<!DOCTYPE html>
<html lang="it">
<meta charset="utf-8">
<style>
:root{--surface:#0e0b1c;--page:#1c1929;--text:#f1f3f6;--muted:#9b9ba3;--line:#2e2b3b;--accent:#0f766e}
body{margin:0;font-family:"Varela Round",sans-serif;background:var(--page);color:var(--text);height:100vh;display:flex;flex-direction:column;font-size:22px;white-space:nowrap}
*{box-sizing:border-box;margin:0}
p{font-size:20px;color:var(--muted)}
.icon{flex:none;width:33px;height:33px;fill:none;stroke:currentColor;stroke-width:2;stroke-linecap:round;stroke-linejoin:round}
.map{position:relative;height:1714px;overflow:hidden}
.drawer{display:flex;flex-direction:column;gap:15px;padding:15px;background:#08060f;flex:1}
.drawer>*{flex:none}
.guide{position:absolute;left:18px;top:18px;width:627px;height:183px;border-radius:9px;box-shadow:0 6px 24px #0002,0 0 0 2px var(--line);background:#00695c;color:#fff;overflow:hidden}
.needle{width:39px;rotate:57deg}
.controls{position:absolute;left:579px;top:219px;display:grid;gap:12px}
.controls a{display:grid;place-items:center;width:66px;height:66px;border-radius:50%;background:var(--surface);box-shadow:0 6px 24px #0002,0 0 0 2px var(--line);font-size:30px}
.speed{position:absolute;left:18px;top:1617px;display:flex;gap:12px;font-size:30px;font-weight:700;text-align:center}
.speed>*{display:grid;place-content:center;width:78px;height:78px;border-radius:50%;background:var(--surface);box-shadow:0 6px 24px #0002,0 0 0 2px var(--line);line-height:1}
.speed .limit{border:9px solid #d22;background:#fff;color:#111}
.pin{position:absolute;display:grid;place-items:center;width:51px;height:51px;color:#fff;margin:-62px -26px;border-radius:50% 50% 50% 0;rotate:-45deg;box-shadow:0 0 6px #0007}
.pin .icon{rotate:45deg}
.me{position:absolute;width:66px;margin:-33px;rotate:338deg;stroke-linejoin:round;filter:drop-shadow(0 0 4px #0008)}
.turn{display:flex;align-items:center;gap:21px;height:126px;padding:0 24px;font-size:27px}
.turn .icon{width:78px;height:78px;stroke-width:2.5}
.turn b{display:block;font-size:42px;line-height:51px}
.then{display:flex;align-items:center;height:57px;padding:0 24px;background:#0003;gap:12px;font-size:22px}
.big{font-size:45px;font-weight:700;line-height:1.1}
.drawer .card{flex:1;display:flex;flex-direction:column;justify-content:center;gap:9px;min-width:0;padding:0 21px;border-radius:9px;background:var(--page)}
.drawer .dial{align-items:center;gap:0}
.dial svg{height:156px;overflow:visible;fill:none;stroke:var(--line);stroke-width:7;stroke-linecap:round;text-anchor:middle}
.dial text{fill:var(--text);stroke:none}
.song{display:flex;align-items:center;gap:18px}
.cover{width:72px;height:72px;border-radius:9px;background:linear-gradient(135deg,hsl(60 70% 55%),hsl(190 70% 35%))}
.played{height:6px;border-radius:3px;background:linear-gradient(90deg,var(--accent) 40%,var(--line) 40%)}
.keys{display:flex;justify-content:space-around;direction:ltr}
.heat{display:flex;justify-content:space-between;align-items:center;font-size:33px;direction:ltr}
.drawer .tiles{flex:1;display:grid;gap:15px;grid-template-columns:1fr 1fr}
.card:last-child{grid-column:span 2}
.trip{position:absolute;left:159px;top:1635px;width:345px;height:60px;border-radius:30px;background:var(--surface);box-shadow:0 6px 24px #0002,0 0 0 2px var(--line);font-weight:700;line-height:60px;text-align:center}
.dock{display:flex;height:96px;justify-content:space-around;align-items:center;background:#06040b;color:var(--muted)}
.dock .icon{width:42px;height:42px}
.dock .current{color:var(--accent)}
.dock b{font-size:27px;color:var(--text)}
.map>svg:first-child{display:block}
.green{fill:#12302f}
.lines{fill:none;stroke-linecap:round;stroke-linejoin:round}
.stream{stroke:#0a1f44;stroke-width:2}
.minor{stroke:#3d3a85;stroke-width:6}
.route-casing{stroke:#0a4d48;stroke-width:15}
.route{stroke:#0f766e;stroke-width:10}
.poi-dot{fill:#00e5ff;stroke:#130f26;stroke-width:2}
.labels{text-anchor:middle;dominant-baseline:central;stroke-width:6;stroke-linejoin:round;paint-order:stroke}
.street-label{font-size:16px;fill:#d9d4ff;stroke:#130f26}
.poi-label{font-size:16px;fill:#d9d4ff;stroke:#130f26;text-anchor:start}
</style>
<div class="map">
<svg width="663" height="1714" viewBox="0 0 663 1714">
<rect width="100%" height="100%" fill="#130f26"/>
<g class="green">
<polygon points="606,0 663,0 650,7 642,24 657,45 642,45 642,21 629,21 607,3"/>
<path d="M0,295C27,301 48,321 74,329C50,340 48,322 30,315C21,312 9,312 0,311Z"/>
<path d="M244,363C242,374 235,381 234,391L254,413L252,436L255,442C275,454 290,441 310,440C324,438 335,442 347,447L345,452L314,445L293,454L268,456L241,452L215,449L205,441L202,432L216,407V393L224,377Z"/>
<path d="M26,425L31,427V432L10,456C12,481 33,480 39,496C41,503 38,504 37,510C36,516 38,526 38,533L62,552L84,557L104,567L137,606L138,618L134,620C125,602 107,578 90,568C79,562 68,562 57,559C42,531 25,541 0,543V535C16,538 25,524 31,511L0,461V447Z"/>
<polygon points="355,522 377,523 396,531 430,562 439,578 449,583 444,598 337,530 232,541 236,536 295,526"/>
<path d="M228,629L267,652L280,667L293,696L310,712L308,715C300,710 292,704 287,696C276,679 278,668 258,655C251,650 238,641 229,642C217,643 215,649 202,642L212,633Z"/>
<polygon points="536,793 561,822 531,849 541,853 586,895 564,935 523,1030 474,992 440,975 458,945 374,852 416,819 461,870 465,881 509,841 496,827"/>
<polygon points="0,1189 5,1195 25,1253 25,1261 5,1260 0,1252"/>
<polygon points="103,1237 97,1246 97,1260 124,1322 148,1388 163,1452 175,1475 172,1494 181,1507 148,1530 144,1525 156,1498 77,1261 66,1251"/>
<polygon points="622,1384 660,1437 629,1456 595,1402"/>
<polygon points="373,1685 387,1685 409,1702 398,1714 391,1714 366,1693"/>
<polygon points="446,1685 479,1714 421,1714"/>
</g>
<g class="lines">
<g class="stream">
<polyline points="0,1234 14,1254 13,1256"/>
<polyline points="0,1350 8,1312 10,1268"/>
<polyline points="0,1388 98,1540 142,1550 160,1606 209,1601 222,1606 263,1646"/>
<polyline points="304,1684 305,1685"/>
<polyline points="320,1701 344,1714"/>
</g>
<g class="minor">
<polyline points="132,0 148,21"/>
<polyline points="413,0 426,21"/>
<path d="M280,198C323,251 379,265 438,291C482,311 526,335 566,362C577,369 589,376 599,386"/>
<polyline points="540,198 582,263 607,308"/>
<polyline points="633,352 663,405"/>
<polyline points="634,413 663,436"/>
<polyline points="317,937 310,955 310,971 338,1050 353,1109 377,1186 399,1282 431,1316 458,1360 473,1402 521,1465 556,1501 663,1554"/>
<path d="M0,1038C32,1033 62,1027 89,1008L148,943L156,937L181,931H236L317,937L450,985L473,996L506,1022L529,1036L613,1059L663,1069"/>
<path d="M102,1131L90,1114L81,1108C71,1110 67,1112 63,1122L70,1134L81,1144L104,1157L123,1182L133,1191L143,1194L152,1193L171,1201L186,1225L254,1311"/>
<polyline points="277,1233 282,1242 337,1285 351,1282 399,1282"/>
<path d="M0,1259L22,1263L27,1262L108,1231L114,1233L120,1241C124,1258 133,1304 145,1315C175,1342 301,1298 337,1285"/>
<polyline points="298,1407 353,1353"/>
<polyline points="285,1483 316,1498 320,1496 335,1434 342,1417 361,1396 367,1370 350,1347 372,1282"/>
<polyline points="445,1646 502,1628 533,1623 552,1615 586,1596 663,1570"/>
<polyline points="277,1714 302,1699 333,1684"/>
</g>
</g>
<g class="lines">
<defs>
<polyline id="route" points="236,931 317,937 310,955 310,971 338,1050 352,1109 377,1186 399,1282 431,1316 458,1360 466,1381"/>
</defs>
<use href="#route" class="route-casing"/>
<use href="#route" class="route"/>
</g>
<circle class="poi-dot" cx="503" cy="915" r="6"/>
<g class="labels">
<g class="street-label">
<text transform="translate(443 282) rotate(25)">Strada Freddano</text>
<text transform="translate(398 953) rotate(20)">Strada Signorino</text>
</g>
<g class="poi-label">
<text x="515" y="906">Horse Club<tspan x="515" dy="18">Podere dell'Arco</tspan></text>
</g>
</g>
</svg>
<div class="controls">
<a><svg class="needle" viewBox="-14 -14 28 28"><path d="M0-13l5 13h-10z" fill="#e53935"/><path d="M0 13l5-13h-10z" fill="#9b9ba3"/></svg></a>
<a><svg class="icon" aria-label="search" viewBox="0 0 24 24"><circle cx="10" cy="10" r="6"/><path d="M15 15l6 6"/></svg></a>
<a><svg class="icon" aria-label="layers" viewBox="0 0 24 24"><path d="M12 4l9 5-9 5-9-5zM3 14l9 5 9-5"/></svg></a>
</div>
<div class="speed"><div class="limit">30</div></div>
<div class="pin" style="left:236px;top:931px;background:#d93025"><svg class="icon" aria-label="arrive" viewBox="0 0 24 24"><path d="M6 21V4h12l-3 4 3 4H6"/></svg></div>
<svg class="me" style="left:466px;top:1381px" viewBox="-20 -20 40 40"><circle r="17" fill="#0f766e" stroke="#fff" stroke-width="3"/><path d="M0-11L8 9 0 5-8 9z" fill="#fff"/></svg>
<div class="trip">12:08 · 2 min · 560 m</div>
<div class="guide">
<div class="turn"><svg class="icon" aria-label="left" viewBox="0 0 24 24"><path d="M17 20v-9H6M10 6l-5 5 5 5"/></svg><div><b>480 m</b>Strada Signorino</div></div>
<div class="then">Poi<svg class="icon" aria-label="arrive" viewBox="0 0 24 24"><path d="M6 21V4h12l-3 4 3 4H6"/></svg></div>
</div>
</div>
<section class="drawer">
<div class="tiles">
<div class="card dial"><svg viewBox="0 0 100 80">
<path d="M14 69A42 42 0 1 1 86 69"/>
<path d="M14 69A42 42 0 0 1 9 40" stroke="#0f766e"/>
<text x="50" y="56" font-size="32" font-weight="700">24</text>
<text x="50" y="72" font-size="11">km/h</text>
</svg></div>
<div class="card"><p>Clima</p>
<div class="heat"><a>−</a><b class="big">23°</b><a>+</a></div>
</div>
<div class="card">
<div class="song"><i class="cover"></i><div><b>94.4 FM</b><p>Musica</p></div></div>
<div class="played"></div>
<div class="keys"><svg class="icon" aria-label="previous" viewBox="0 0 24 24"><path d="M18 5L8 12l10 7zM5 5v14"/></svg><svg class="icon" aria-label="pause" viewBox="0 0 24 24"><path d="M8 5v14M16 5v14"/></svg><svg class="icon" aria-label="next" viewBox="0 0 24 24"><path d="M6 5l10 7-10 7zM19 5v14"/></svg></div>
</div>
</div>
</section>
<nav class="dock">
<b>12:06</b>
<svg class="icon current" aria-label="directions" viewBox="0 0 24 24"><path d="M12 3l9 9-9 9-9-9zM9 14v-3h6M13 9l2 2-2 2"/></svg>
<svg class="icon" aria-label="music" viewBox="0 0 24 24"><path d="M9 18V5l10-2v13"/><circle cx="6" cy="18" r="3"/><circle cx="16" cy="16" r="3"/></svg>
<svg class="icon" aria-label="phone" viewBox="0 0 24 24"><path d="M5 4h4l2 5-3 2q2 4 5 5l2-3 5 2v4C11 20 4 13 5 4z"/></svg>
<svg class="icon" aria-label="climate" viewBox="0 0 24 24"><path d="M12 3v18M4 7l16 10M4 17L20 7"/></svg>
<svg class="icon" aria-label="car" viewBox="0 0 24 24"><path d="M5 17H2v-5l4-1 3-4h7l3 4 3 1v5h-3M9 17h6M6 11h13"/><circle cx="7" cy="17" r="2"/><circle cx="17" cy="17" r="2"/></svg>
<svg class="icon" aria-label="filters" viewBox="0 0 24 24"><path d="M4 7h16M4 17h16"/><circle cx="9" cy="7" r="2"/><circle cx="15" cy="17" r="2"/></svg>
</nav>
------------------------
Each line of the data that holds "none" should be copied.

.icon{flex:none;width:33px;height:33px;fill:none;stroke:currentColor;stroke-width:2;stroke-linecap:round;stroke-linejoin:round}
.drawer>*{flex:none}
.dial svg{height:156px;overflow:visible;fill:none;stroke:var(--line);stroke-width:7;stroke-linecap:round;text-anchor:middle}
.dial text{fill:var(--text);stroke:none}
.lines{fill:none;stroke-linecap:round;stroke-linejoin:round}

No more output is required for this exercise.